WHAT TO DO: Copy out every line holding the string "data" from the records below.

:: INFORMATION PROVIDED

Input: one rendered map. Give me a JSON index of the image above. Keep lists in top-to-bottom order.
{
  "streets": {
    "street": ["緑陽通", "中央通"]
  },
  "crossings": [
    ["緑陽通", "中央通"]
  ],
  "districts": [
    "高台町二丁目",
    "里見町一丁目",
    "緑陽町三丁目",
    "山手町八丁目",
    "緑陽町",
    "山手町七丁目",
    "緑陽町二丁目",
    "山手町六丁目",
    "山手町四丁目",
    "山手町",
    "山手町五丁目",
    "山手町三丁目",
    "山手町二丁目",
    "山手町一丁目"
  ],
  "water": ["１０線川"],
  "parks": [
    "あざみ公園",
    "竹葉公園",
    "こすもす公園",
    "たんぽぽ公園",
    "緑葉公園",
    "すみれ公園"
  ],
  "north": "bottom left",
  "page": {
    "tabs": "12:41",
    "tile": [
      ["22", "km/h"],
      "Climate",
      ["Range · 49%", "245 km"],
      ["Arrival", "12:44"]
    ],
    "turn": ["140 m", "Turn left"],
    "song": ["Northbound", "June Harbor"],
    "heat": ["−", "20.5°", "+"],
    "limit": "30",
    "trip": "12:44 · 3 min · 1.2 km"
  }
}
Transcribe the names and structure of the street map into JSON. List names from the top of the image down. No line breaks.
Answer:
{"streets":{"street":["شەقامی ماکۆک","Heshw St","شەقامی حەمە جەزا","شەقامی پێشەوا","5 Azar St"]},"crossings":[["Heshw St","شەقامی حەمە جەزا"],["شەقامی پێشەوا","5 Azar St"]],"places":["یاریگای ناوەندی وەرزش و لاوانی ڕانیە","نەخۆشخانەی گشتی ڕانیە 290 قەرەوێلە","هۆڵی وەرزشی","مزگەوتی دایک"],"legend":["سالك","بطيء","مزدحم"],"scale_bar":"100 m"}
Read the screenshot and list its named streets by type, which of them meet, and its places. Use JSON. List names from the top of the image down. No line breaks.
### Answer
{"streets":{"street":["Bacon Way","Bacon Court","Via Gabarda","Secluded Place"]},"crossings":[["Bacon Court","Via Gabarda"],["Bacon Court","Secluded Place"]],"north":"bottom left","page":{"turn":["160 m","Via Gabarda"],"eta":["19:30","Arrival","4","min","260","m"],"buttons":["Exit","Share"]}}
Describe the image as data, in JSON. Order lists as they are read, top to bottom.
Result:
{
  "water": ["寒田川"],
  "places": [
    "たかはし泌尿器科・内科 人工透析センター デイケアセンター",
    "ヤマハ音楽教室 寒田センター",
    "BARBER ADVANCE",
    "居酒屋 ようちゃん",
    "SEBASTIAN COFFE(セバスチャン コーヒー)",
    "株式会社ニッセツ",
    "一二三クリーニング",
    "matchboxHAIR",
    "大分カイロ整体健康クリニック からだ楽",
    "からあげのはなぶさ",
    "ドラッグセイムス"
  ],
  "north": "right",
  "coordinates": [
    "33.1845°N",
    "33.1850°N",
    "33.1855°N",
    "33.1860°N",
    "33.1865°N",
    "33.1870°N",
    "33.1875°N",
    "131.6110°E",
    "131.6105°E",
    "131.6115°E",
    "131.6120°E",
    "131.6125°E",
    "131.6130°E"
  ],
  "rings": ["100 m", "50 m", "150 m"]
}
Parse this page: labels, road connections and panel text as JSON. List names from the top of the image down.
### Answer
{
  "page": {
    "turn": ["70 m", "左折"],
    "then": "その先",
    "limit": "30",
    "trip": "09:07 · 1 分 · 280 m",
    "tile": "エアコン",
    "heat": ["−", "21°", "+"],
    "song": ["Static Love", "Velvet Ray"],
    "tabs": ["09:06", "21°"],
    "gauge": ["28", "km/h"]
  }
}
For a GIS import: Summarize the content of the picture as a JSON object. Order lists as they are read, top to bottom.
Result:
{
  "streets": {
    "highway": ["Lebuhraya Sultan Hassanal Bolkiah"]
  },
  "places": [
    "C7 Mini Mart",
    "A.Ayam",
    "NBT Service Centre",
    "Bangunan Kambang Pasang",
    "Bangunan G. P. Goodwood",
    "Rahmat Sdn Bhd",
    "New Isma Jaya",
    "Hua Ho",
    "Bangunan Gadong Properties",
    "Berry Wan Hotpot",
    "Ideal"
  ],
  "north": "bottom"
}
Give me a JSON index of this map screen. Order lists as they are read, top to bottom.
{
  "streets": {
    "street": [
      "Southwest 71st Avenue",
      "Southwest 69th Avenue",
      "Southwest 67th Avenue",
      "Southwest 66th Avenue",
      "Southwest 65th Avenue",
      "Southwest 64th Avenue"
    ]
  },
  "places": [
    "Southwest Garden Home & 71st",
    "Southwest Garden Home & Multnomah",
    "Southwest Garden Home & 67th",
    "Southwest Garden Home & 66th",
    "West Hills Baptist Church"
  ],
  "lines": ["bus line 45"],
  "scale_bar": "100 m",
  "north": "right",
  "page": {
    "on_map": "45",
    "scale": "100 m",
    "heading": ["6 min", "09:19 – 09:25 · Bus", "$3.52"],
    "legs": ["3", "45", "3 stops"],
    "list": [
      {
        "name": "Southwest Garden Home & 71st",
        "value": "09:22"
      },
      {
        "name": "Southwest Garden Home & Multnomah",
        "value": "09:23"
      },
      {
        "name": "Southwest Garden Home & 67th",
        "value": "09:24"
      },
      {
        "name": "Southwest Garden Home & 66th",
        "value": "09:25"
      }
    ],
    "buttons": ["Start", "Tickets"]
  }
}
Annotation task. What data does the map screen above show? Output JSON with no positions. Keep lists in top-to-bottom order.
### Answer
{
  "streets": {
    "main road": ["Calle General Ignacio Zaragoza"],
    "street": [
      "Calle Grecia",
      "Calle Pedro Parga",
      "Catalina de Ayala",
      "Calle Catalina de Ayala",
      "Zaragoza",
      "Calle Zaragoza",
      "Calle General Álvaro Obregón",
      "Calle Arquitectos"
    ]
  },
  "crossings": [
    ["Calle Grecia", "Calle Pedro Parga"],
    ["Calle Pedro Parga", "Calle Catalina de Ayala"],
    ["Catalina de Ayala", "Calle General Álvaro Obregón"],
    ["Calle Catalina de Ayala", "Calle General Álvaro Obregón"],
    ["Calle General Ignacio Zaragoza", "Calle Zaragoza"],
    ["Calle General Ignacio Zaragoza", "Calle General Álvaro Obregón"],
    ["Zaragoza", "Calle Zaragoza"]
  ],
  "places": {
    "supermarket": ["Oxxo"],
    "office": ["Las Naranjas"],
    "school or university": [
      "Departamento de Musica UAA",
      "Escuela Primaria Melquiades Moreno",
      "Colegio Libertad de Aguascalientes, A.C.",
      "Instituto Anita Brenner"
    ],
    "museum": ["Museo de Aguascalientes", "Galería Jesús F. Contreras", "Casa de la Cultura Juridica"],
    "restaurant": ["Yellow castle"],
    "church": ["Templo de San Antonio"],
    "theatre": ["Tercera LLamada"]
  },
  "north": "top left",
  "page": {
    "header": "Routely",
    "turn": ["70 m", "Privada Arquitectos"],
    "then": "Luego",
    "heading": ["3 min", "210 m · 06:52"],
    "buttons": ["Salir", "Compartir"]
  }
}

::::

ANSWER TO THE EXERCISE:
Describe the image as data, in JSON. Order lists as they are read, top to bottom.
Annotation task. What data does the map screen above show? Output JSON with no positions. Keep lists in top-to-bottom order.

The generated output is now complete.